Continuous Integration Part 1: The Fundamentals

Deepak KaranthThu, 07/06/2017 - 10:14

Introduction

Continuous integration, referred to in short as CI, is a technique developed by Grady Booch in which developers are encouraged to continually merge their code into the main source code repository.

Each of these ‘merges’ or ‘commits’ into the repository is usually followed by a series of automated tasks: compilation of code, execution of unit tests and integration tests, static code quality analysis to determine whether the code quality has degraded etc.

These automated tasks help to verify the sanity of the new code and identify any breakages caused by introduced by the new code i.e. whether any integration issues have occurred? Most importantly, the developers receive this feedback Quickly and Early.

Having CI infrastructure and processes are seen as a fundamental requirement in most modern software companies - whether the organization is adopting Agile methodology, DevOps or both.

CI has become a mandatory aspect in any software development process by virtue of providing measurable benefits to both developers and customers.
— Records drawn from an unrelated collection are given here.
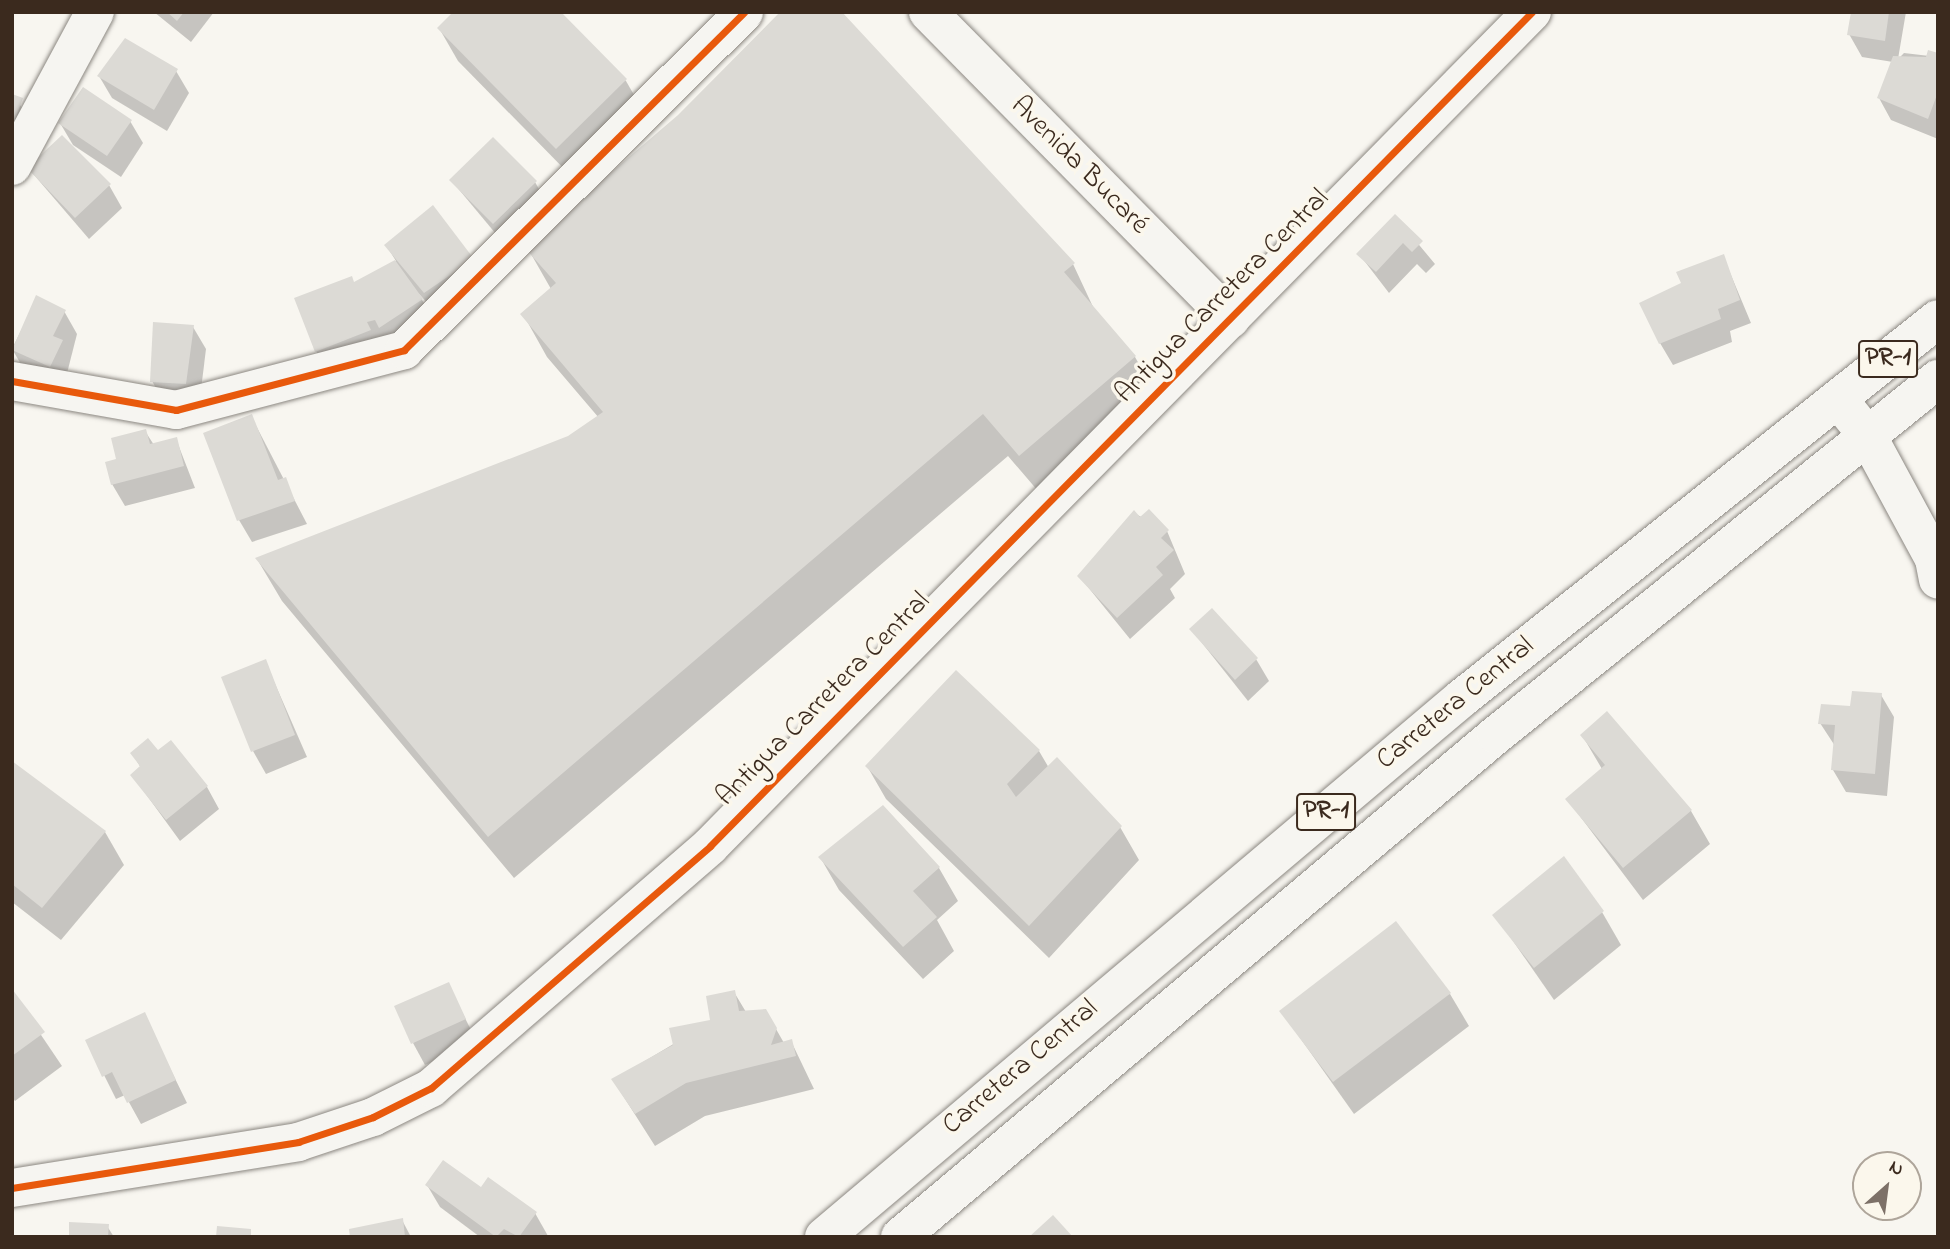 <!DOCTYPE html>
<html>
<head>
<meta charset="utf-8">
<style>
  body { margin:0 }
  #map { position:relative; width:1950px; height:1249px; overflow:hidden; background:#f8f6f0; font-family:"Indie Flower",sans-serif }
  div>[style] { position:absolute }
  .shadow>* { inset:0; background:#0003 }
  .building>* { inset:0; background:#dcdad5 }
  .roads { filter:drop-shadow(0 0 2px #8b8781) drop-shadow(0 0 2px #8b8781) }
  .minor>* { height:38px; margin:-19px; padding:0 19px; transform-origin:19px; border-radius:19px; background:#f6f5f1 }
  .highway>* { height:38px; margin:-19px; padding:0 19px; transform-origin:19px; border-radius:19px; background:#f6f5f1 }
  .cycleway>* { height:7px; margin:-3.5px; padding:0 3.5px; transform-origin:3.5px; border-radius:3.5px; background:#e8590c }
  span { translate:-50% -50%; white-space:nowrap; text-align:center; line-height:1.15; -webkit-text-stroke:7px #fbf7ec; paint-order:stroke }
  .shield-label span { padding:2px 5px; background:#fbf7ec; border:2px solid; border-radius:5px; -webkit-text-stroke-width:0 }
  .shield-label { font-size:26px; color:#3b2a1e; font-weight:700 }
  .street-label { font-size:28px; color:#3b2a1e }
  .frame { position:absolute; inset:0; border:14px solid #3b2a1e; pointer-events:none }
  .north { position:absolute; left:1852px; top:1151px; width:70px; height:70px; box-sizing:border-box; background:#fbf7ec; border:2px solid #aea59a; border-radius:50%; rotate:28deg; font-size:19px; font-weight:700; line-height:28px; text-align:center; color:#3b2a1e }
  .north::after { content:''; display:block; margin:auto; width:24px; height:32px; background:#7d7168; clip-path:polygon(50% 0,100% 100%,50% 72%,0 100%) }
</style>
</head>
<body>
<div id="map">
  <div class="shadow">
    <div style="clip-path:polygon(154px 12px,214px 12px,191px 42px)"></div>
    <div style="clip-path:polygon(559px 12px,626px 81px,645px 114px,576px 181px,458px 61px,439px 28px)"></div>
    <div style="clip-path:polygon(1853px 12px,1906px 12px,1898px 59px,1904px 53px,1938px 57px,1938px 139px,1891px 120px,1879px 98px,1893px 62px,1862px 57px,1849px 34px)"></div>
    <div style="clip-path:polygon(176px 71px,189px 93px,167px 131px,112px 98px,99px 76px)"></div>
    <div style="clip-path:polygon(12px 96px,34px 121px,12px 175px)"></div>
    <div style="clip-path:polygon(130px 121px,143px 143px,121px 177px,73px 145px,60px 123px)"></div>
    <div style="clip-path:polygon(29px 169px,109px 185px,122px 208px,89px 239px)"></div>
    <div style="clip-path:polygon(451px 180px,535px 182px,548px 205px,506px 246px)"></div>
    <div style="clip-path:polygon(1395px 216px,1435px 264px,1426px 273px,1417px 264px,1389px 293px,1359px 254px)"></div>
    <div style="clip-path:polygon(386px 245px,473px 260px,438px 314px,418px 293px,435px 322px,329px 373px,316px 351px,355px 284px,396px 261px)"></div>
    <div style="clip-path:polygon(527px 247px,1073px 264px,1094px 309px,1135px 357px,1159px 399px,1044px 498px,1008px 456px,514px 878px,282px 601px,257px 559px,569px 437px,599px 418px,547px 357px,523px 314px,551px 289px)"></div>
    <div style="clip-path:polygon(1723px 256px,1751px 323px,1730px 331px,1732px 342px,1673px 365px,1660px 343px,1683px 284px)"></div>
    <div style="clip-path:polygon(37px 298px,64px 311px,77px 334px,63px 389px,25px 371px,12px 349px)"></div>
    <div style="clip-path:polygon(193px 327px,206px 349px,199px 406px,165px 404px,152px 381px)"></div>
    <div style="clip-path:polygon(251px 416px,307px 524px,252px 542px,239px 520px)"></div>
    <div style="clip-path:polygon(145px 431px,154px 445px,176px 439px,195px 488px,125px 506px,112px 484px,118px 460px)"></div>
    <div style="clip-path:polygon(1134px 513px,1167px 531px,1185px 574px,1170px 589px,1175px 598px,1130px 639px,1079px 576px)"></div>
    <div style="clip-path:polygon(1191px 629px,1256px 659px,1269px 681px,1248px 701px)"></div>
    <div style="clip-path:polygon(265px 661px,307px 757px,266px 774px,253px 751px)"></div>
    <div style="clip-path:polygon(1881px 695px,1894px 717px,1887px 796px,1846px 792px,1833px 770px,1835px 746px,1820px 723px)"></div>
    <div style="clip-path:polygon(1582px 735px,1691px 811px,1710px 844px,1643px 900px,1567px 799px,1602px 769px)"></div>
    <div style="clip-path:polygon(1039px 751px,1049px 768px,1120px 827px,1139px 860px,1049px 958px,886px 799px,867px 766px)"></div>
    <div style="clip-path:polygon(132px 753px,157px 753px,207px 787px,219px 809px,180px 841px,132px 775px,141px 768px)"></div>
    <div style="clip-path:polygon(12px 763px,105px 832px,124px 865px,61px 940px,12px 902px)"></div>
    <div style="clip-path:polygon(820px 857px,939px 868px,958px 901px,937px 920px,954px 951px,923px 979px,839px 890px)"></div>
    <div style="clip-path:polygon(1602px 912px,1621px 945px,1554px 1000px,1495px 915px)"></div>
    <div style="clip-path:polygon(448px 984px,477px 1042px,425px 1065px,413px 1043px)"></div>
    <div style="clip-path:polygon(12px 992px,62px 1066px,15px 1101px,12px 1097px)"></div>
    <div style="clip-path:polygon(734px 992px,746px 1012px,776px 1029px,784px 1043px,791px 1041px,814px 1089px,705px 1116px,655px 1146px,613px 1080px,712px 1021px)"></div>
    <div style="clip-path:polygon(1450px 994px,1469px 1026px,1354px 1114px,1281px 1011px)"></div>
    <div style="clip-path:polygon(144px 1015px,187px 1103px,141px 1124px,125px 1095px,116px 1099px,87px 1041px)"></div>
    <div style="clip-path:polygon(427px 1185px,481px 1189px,535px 1213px,548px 1236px,480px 1237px,440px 1207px)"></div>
    <div style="clip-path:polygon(402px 1220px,411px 1237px,352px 1237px)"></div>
    <div style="clip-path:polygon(107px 1226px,114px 1237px,70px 1237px)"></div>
  </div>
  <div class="building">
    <div style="clip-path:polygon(167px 12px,184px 12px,177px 21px)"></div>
    <div style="clip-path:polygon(453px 12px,561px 12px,627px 79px,556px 149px,437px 28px)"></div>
    <div style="clip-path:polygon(780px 12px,842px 12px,1075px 263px,1064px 272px,1136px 356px,1019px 456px,983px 414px,488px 837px,255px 558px,568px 436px,603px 412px,520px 314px,556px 283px,524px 247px,678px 115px)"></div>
    <div style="clip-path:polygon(1851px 12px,1889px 12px,1885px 41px,1847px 35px)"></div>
    <div style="clip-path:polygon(125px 38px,178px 69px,154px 110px,97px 76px)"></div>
    <div style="clip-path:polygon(1928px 50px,1938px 53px,1938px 92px,1928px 119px,1877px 98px,1893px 56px,1926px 57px)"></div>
    <div style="clip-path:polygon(83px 87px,132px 120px,107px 156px,58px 123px)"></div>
    <div style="clip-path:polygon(12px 94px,23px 98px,13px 125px,12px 125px)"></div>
    <div style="clip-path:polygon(62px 135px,111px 184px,75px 218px,27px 168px)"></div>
    <div style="clip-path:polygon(493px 137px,537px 181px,493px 224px,449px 180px)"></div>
    <div style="clip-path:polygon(433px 205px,474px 259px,424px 293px,384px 245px)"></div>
    <div style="clip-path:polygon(1395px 214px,1423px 241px,1412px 252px,1403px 243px,1376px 272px,1356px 254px)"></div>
    <div style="clip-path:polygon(1724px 254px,1740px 300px,1718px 309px,1721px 319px,1659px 344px,1639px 303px,1681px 283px,1676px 272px)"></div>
    <div style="clip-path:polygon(395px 260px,423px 299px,379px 328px,375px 320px,367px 322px,371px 330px,315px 352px,294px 298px,352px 276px,354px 282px)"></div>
    <div style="clip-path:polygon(36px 295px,66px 310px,53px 336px,63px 340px,50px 367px,12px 350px)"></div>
    <div style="clip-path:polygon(153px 322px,194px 325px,186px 384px,150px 382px)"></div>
    <div style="clip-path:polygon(252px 414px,278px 480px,286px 477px,295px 501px,237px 521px,203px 433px)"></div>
    <div style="clip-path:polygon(146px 429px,150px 444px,177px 437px,184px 466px,111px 485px,105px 462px,116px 459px,111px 438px)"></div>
    <div style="clip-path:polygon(1149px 509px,1169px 530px,1161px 538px,1174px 550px,1156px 567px,1163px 575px,1117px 618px,1077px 576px,1134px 510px,1140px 517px)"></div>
    <div style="clip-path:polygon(1212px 608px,1258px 658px,1235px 680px,1189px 629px)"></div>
    <div style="clip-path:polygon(266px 659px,295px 735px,251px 752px,221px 677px)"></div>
    <div style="clip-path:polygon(956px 670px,1040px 750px,1007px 784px,1016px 797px,1057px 757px,1122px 826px,1029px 926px,865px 766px)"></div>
    <div style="clip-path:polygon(1852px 691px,1882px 693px,1875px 774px,1831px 770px,1835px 725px,1818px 724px,1821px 704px,1850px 706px)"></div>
    <div style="clip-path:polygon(1607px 711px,1692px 810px,1623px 868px,1565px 799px,1605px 765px,1580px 735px)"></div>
    <div style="clip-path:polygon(148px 738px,158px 750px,171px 740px,208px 786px,166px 820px,130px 775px,140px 766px,130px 753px)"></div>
    <div style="clip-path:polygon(12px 761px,106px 831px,42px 908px,12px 884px)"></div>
    <div style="clip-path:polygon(883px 805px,940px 867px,913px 891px,937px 917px,903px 947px,818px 857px)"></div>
    <div style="clip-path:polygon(1564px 856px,1604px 911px,1534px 968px,1492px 915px)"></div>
    <div style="clip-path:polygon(1396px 921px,1451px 993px,1333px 1082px,1279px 1011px)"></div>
    <div style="clip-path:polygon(449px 982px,466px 1019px,411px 1044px,394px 1006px)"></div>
    <div style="clip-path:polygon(12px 989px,45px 1032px,12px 1056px)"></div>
    <div style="clip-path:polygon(735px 990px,739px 1011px,766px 1009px,777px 1028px,771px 1045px,792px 1039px,796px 1056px,686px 1083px,635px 1114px,611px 1079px,673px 1045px,669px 1028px,710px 1020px,706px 996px)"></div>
    <div style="clip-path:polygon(145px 1012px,176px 1080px,127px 1103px,112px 1072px,102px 1077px,85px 1040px)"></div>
    <div style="clip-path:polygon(443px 1160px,481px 1187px,488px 1177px,537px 1212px,519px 1237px,504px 1229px,496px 1237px,425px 1185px)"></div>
    <div style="clip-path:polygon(1053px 1215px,1073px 1237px,1029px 1237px)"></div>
    <div style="clip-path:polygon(403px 1218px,405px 1237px,350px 1237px,349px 1229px)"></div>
    <div style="clip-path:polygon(69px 1222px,109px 1224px,108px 1237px,69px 1237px)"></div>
    <div style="clip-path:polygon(217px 1226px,251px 1229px,251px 1237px,216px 1237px)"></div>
  </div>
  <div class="roads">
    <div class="minor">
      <div style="left:928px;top:12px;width:431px;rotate:45.4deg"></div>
      <div style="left:12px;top:166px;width:175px;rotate:-61.7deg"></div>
      <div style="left:12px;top:381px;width:167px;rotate:10deg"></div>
      <div style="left:176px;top:410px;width:236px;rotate:-14.7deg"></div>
      <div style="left:404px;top:350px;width:479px;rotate:-44.8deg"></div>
      <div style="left:1838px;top:399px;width:46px;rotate:51.1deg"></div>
      <div style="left:1867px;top:435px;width:141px;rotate:61.6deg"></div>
      <div style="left:1934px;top:559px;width:21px;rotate:79deg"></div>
      <div style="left:12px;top:1188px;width:290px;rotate:-9.1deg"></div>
      <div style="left:298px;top:1142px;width:79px;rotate:-18.4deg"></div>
      <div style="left:373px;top:1117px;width:65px;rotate:-26.6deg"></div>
      <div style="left:431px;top:1088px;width:369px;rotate:-40.9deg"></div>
      <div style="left:710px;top:846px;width:1171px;rotate:-45.42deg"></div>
    </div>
    <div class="highway">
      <div style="left:824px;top:1237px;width:835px;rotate:-40.19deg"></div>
      <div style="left:1462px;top:698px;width:608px;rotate:-38.53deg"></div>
      <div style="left:900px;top:1237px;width:779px;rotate:-40.11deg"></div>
      <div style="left:1496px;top:735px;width:568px;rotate:-38.85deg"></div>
    </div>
  </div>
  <div class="cycleway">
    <div style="left:12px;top:381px;width:167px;rotate:10deg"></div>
    <div style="left:176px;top:410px;width:236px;rotate:-14.7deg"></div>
    <div style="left:404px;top:350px;width:479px;rotate:-44.8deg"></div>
    <div style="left:12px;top:1188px;width:290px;rotate:-9.1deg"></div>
    <div style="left:298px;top:1142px;width:79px;rotate:-18.4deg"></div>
    <div style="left:373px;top:1117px;width:65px;rotate:-26.6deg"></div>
    <div style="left:431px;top:1088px;width:369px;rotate:-40.9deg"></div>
    <div style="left:710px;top:846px;width:1171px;rotate:-45.42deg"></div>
  </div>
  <div class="shield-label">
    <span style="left:1888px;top:359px">PR-1</span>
    <span style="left:1326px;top:812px">PR-1</span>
  </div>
  <div class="street-label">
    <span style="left:1079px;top:166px;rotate:45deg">Avenida Bucaré</span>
    <span style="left:1223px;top:297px;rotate:-45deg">Antigua Carretera Central</span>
    <span style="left:824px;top:700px;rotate:-45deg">Antigua Carretera Central</span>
    <span style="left:1456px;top:704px;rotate:-39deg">Carretera Central</span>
    <span style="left:1021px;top:1068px;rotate:-40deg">Carretera Central</span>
  </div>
  <div class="frame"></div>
  <div class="north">N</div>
</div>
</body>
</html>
These measurable variables include software quality, faster time-to-market, quicker feedback cycles on defects, lower costs of development and decreased occurrences of integration issues throughout the whole software development process.

CI In Agile

Agile - the most commonly followed Software Development methodology since the last decade is based on twelve principles; three of these twelve principles emphasize fast development cycle and quick feedback loops:

  1. Customer satisfaction by early and continuous delivery of valuable software
  2. Working software is delivered frequently (weeks rather than months)
  3. Working software is the principal measure of progress

CI processes and tools are utilized to achieve part of these objectives.

In an environment that encourages early feedback loops and continuous delivery of working software, CI enables developers to frequently commit changes with confidence by automating the quality assurance and build processes. Each check-in to the repository is verified for integration issues and acceptable level of quality by the CI infrastructure.

CI in DevOps

The term 'DevOps' is used to describe a set of practices and methodologies that bring together 'Development' and 'Operations' in order to increase the overall efficiency of delivering software projects.

In recent years, DevOps has garnered a lot of attention in many organizations, especially ones dealing with building large and complex software.

DevOps is a culture shift that encourages communication and collaboration among different departments within the organization - Development, QA and IT Operations.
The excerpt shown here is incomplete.